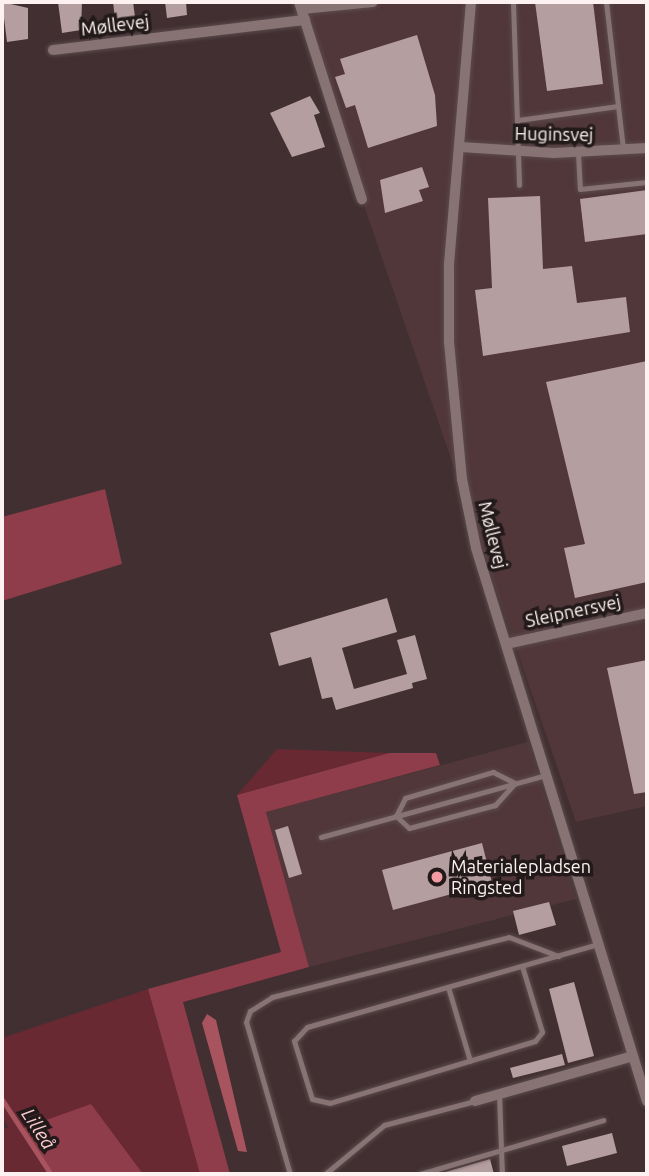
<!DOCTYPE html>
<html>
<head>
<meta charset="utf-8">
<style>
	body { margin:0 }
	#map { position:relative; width:649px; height:1176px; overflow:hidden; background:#412f31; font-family:Ubuntu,sans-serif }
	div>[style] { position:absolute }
	.built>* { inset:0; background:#51373a }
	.green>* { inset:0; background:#682933 }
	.forest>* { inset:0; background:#8f3d4a }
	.water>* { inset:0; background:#a8545f }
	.stream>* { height:4.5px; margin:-2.25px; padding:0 2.25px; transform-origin:2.25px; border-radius:2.25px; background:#a8545f }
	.building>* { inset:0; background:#b59ea0 }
	.roads { filter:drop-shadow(0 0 2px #5b4b4d) drop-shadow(0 0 2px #5b4b4d) }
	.service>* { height:5px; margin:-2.5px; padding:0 2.5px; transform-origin:2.5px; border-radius:2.5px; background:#887374 }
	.minor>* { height:10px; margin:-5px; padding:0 5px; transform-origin:5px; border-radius:5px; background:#887374 }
	.dots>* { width:19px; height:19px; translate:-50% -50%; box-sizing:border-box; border:4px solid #221a1a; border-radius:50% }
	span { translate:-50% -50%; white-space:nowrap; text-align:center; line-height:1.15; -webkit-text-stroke:7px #221a1a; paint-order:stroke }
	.street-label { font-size:18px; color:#fef1f2 }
	.poi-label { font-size:18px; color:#fef1f2 }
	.left { translate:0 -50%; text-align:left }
	.water-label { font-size:19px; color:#fecdd1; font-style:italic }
	.frame { position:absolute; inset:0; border:4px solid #fef1f2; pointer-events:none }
</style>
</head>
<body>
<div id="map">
	<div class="built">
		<div style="clip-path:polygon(294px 2px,647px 2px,647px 806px,576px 822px)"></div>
		<div style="clip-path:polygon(528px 742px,576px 899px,309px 967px,266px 812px)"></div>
	</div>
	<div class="green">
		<div style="clip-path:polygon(277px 749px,389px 753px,237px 795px)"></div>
		<div style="clip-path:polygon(148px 989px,200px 1174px,2px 1174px,2px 1129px,8px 1127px,2px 1117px,2px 1038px)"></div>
	</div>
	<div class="forest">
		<div style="clip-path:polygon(105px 489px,122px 564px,2px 601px,2px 517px)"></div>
		<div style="clip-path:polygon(389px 753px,436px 753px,440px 765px,266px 812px,309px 967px,183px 1002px,230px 1174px,200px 1174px,148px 989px,281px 952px,237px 795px)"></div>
		<div style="clip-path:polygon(91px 1104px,143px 1174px,51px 1174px,21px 1129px)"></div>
	</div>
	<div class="water">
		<div style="clip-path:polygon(207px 1014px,216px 1020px,247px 1152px,238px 1151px,202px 1023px)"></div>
	</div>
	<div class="stream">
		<div style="left:2px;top:1099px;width:90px;rotate:56.8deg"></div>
	</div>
	<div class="building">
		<div style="clip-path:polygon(2px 2px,28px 8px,28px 39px,7px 42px)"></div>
		<div style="clip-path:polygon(58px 2px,82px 2px,81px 30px,62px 33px)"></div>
		<div style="clip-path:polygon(113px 2px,133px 2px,136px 24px,116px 27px)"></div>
		<div style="clip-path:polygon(165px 2px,186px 2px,187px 15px,167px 18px)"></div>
		<div style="clip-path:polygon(535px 2px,593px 2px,603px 84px,547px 91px)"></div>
		<div style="clip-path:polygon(417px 35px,435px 95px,437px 126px,368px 148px,355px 105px,346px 108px,335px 77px,345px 74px,340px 59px)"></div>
		<div style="clip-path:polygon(310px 96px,320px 113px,314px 115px,325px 147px,292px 157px,270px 113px)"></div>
		<div style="clip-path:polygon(422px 167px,429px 187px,419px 190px,423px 201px,385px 213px,380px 180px)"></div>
		<div style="clip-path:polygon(647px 190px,647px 234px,585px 242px,580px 199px)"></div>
		<div style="clip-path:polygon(540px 196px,543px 269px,572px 266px,577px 303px,626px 297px,630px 332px,483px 356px,475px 290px,492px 288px,488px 198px)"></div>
		<div style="clip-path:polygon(647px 361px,647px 582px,575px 598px,564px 548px,585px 544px,546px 382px)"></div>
		<div style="clip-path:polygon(387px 598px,397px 632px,342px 648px,354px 689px,407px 674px,397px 640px,415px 635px,427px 679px,412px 683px,413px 688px,336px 710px,332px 697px,322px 699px,311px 657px,279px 666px,270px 633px)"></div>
		<div style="clip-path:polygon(647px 660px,647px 792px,634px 794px,607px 668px)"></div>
		<div style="clip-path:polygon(288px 826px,302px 874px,289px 878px,275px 830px)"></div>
		<div style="clip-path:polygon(482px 843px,492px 883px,393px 910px,382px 870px)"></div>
		<div style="clip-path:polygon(549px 902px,556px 925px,519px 935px,513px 911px)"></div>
		<div style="clip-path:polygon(574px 982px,594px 1056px,568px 1063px,549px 989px)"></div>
		<div style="clip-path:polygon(562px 1054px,565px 1065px,513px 1078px,510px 1068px)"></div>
		<div style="clip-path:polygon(612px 1133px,617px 1153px,567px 1166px,562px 1146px)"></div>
		<div style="clip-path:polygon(490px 1159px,494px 1174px,445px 1174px,445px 1172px)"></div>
	</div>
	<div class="roads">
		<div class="service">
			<div style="left:513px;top:2px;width:183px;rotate:88.1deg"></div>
			<div style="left:606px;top:2px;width:147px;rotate:83.4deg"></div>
			<div style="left:518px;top:120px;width:101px;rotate:-8deg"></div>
			<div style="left:578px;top:153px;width:36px;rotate:87deg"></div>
			<div style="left:580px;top:189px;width:67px;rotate:-6deg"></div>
			<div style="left:493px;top:772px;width:25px;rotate:27deg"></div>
			<div style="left:515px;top:783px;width:30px;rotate:132deg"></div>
			<div style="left:495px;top:805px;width:89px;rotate:165deg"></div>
			<div style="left:409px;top:828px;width:18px;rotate:-137deg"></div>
			<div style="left:396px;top:816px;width:20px;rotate:-63deg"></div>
			<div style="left:405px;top:798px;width:92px;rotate:-16.5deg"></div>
			<div style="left:321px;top:837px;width:233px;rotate:-15.4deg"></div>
			<div style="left:522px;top:966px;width:69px;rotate:73.1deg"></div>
			<div style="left:542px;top:1032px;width:11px;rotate:128deg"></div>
			<div style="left:535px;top:1041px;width:214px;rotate:163.2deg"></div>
			<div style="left:330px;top:1103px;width:18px;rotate:-167deg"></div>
			<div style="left:312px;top:1099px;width:61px;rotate:-107.2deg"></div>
			<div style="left:294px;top:1041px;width:19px;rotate:-47deg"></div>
			<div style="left:307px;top:1027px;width:304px;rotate:-15.9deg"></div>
			<div style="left:448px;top:987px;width:77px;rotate:73.4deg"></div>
			<div style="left:499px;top:1094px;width:80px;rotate:87.9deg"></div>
			<div style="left:290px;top:1174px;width:158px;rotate:-106.1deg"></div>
			<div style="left:246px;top:1022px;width:12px;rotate:-70deg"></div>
			<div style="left:250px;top:1011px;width:26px;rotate:-32deg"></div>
			<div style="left:272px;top:997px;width:244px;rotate:-14.2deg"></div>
			<div style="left:509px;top:937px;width:53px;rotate:21.2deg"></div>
			<div style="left:325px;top:1174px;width:77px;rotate:-39.7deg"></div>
			<div style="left:384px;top:1125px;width:94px;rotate:-14.8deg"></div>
			<div style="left:420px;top:1174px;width:191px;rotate:-16.4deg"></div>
		</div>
		<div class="minor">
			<div style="left:299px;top:2px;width:207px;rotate:72.3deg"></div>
			<div style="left:471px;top:2px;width:265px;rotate:94.8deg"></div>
			<div style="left:449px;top:266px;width:76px;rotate:90deg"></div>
			<div style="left:449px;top:342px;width:138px;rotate:84.6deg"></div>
			<div style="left:462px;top:479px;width:70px;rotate:78.5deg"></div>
			<div style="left:476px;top:548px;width:579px;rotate:72.82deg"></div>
			<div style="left:302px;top:9px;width:71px;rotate:-5.6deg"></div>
			<div style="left:53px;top:50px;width:254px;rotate:-6.8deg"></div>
			<div style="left:461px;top:147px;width:93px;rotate:3.7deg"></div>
			<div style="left:554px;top:153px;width:93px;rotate:-3.1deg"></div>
			<div style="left:506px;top:644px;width:144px;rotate:-12.4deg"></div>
			<div style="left:475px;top:1101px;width:164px;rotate:-15.9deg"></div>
		</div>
	</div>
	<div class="dots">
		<div style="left:437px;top:877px;background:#f49aa4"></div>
	</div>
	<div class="street-label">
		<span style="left:115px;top:25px;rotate:-7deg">Møllevej</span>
		<span style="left:554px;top:134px;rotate:1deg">Huginsvej</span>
		<span style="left:493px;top:535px;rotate:76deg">Møllevej</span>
		<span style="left:573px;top:611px;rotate:-12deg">Sleipnersvej</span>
	</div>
	<div class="poi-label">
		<span class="left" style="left:451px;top:877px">Materialepladsen<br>Ringsted</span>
	</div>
	<div class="water-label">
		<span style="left:38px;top:1129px;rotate:57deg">Lilleå</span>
	</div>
	<div class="frame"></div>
</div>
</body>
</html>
———
**Exercise brief:**
Every line above from the line with "position:relative; width:649px; height:1176px;" to the line with "filter:drop-shadow(0 0 2px", both included, must be reproduced exactly, and no other line may appear.

**Solution to the exercise:**
	#map { position:relative; width:649px; height:1176px; overflow:hidden; background:#412f31; font-family:Ubuntu,sans-serif }
	div>[style] { position:absolute }
	.built>* { inset:0; background:#51373a }
	.green>* { inset:0; background:#682933 }
	.forest>* { inset:0; background:#8f3d4a }
	.water>* { inset:0; background:#a8545f }
	.stream>* { height:4.5px; margin:-2.25px; padding:0 2.25px; transform-origin:2.25px; border-radius:2.25px; background:#a8545f }
	.building>* { inset:0; background:#b59ea0 }
	.roads { filter:drop-shadow(0 0 2px #5b4b4d) drop-shadow(0 0 2px #5b4b4d) }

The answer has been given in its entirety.